Applied Digital Corporation, APLD
The agreement encompasses 300 MW of critical IT capacity and carries an approximate valuation of $7.5 billion across a 15-year duration. This facility is specifically engineered to accommodate AI model training and intensive computational workloads.
Situated on over 500 acres, Delta Forge 1 remains under active construction, with preliminary operations anticipated to commence around mid-2027.
This transaction represents Applied Digital’s second partnership with a U.S.-based investment-grade hyperscaler within its AI Factory infrastructure network, expanding its hyperscale client roster to three total tenants.
Following this agreement, the company’s aggregate contracted lease revenue has exceeded $23 billion. Investment-grade clients now represent more than 50% of this total contracted value.
CEO Wes Cummins characterized the agreement as “an important step in the continued diversification of our customer base,” noting that it enhances forward-looking revenue predictability and stability.
Financing Strategy
Applied Digital simultaneously revealed intentions to secure up to $600 million through new financing arrangements. This includes a $300 million senior secured bridge facility designated for ongoing construction of Building 3 at Polaris Forge 1, which will feature a 150 MW data center capacity.

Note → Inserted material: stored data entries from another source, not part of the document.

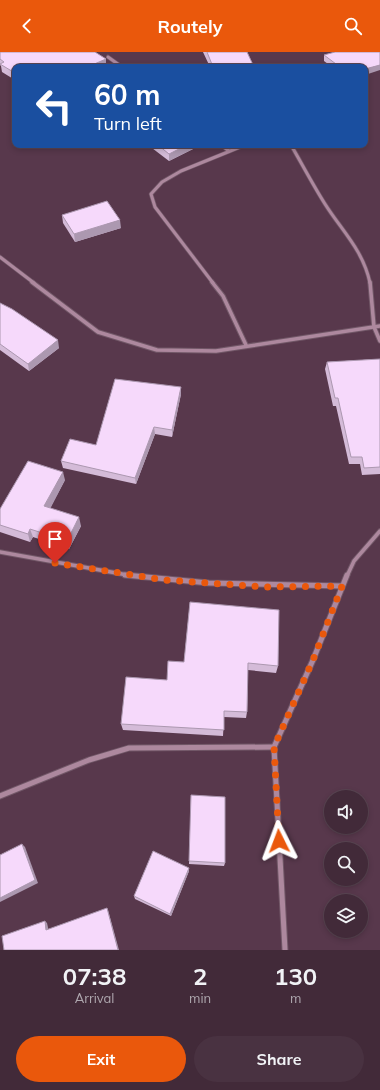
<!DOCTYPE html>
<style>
:root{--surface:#422a39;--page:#493241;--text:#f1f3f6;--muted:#aea7ae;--line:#5a4653;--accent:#ea580c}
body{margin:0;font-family:Mulish,sans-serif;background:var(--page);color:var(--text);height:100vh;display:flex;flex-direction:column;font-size:15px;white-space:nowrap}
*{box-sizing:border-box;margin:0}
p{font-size:13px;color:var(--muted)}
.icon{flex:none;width:22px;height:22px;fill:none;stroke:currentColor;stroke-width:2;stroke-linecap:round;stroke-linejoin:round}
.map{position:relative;height:898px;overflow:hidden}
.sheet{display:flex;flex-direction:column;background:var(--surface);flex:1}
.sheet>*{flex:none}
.banner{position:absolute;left:12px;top:12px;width:356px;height:84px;border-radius:8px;box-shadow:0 2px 6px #0003,0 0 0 1px var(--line);background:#1a4fa0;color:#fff;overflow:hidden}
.buttons{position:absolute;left:324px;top:738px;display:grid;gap:8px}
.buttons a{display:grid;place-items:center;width:44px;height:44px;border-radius:50%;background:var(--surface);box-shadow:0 2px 6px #0003,0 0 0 1px var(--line);font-size:20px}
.pin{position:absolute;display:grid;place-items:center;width:34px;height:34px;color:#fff;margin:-41px -17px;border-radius:50% 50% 50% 0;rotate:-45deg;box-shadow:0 0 4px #0007}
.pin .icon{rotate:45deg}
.me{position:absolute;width:44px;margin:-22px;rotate:357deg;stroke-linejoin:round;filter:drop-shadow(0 0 3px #0008)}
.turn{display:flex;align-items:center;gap:14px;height:84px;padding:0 16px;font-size:18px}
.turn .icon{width:52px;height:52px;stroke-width:2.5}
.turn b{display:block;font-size:28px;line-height:34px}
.eta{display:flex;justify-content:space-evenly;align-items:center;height:68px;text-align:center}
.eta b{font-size:24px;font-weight:700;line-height:28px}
.primary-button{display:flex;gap:8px;margin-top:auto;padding:8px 16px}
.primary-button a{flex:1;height:46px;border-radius:24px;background:var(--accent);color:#fff;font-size:16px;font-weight:700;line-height:46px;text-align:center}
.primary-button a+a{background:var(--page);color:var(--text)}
header{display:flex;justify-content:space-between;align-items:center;height:52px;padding:0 16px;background:var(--accent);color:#fff;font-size:18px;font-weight:700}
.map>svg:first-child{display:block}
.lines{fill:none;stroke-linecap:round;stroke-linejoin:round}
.street-far2-casing{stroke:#715767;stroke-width:4.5}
.street-far1-casing{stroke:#715767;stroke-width:5.5}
.street-casing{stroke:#715767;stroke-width:7}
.street-far2{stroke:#ad889e;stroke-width:3}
.street-far1{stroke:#ad889e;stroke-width:3.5}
.street{stroke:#ad889e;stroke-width:5}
.wall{fill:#d4bbd8}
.shaded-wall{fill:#ac98b0}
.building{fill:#f6d9fb;stroke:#ac98b0}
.route{stroke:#ea580c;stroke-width:7;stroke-dasharray:0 12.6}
</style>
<header><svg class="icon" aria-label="back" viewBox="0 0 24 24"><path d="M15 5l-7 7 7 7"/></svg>Routely<svg class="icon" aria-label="search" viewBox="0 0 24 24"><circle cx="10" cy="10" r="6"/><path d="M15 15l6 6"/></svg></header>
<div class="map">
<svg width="380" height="898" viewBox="0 0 380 898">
<rect width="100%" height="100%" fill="#58384c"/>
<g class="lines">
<defs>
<g id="street-far2">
<polyline points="108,5 122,15"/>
<polyline points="221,93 229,99"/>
<path d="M291,93C302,112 313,133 325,152C342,179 363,198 370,231"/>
<polyline points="0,205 34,231"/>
<polyline points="213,231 155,155 151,142 162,130 181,119 245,93"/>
</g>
<g id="street-far1">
<polyline points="32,230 98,280 157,298 216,299 380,274"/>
<polyline points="212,230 223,244 246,293"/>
<polyline points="370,230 374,275 380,289"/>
<polyline points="0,500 133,524"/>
<polyline points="347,524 354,509 380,479"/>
</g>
<g id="street">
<polyline points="125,523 209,531 342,534"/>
<polyline points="0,744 89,708 129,696 274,695"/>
<polyline points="285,898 274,695 313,608 347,523"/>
</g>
</defs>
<use href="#street-far2" class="street-far2-casing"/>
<use href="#street-far1" class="street-far1-casing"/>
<use href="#street" class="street-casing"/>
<use href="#street-far2" class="street-far2"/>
<use href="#street-far1" class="street-far1"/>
<use href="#street" class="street"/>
</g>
<g class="wall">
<polygon points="0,0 106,7 106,15 15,15 15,28 2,20 1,14 0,13"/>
<polygon points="203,0 247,0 254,15 210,15"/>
<polygon points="324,3 365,15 332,15 324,9"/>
<polygon points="148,93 195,93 195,96 169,109"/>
<polygon points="62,163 121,176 75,190 63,171"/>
<polygon points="0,251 59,296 29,319 0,298"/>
<polygon points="380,307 380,422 362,423 360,412 349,412 336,354 333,354 325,317 327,310"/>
<polygon points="181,342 172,385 155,382 136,432 63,416 61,409 96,393"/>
<polygon points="65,428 50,456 81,474 69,497 33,485 30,490 0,480 0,457"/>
<polygon points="190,550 278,614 276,621 248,618 247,660 246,666 224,665 223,684 123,678 121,672 167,628 184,610"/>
<polygon points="191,743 225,811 224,814 189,812"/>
<polygon points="189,819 171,864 135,847 134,844"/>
</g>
<g class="shaded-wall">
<polygon points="106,7 106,15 92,15 92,13"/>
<polygon points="380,13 380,18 365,23 365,17"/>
<polygon points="187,93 195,93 195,96 169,109 169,102"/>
<polygon points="120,168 121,176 75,190 74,182"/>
<polygon points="58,288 59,296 29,319 28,312"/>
<polygon points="181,335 181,342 172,385 172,378"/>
<polygon points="154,375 155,382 136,432 135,426"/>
<polygon points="63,420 65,428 47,463 44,454"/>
<polygon points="79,465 81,474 69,497 67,489"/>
<polygon points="30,477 33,485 30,490 28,482"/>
<polygon points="22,792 25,795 38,831 0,850 0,846"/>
<polygon points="189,816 189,819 171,864 170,862"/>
<polygon points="107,856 108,858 119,898 118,898"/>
<polygon points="45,869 47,871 49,880 46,878"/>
</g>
<g class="building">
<polygon points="0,0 95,0 106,7 92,13 94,15 15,15 15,21 0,12 4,10 0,7"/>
<polygon points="207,0 247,0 254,15 213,15"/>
<polygon points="335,0 380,0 380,13 365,17 365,15 340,15 324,3"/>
<polygon points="158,93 187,93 169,102"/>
<polygon points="107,149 120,168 74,182 62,163"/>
<polygon points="0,251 12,257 58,288 28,312 0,292"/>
<polygon points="380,307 380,415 364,416 362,405 351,405 338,346 335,346 327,310"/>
<polygon points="115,327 181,335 172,378 154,375 135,426 61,409 70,387 96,393"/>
<polygon points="28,409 63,420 44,454 79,465 67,489 30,477 28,482 0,473 0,457"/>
<polygon points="190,550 279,558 278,614 248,611 247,660 224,659 224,678 121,672 126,625 167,628 168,609 184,610"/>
<polygon points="191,743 225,745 225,811 189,809"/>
<polygon points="22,792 35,828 0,846 0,803"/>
<polygon points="153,799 189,816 170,862 134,844"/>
<polygon points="107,856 118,898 4,898 2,884 45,869 46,878"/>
</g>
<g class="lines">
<polyline class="route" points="55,511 165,528 264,535 342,534 313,608 274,695 279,789"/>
</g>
</svg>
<div class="buttons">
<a><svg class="icon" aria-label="sound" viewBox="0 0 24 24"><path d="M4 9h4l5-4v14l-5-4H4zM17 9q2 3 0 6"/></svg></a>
<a><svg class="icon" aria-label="search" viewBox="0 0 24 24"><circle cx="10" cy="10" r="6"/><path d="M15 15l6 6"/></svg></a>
<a><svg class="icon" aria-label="layers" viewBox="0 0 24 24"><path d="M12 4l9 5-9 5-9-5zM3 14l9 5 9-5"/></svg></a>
</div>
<div class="pin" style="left:55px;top:511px;background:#d93025"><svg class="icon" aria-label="arrive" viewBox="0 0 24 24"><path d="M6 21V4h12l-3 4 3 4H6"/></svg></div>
<svg class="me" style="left:279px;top:789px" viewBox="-20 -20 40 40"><path d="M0-17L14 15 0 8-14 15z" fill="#ea580c" stroke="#fff" stroke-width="4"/></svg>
<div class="banner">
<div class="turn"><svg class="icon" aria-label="left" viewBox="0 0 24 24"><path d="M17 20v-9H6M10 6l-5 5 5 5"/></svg><div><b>60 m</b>Turn left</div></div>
</div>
</div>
<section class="sheet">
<div class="eta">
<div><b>07:38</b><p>Arrival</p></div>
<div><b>2</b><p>min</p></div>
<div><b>130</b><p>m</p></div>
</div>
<div class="primary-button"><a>Exit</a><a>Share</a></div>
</section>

Additionally, the company intends to establish a $300 million revolving credit line to finance both pre-lease and post-lease development initiatives throughout its infrastructure platform. Both financing arrangements are expected to reach completion in the near term via a consortium of banking institutions.
The Delta Forge 1 facility incorporates high-density power distribution systems and sophisticated cooling technologies. Applied Digital constructs its facilities using a standardized AI Factory framework optimized for extensive training and inference operations.
Wall Street Perspective
The latest analyst assessment on APLD maintains a Buy rating with a $40 price objective.
TipRanks’ artificial intelligence analysis assigns APLD a Neutral rating, acknowledging robust technical performance and substantial contracted backlog, while also highlighting persistent GAAP losses, elevated debt levels, and negative free cash flow generation.
Applied Digital’s market capitalization currently stands at roughly $8.95 billion.
The stock recorded approximately 12% gains on the trading session following the announcement.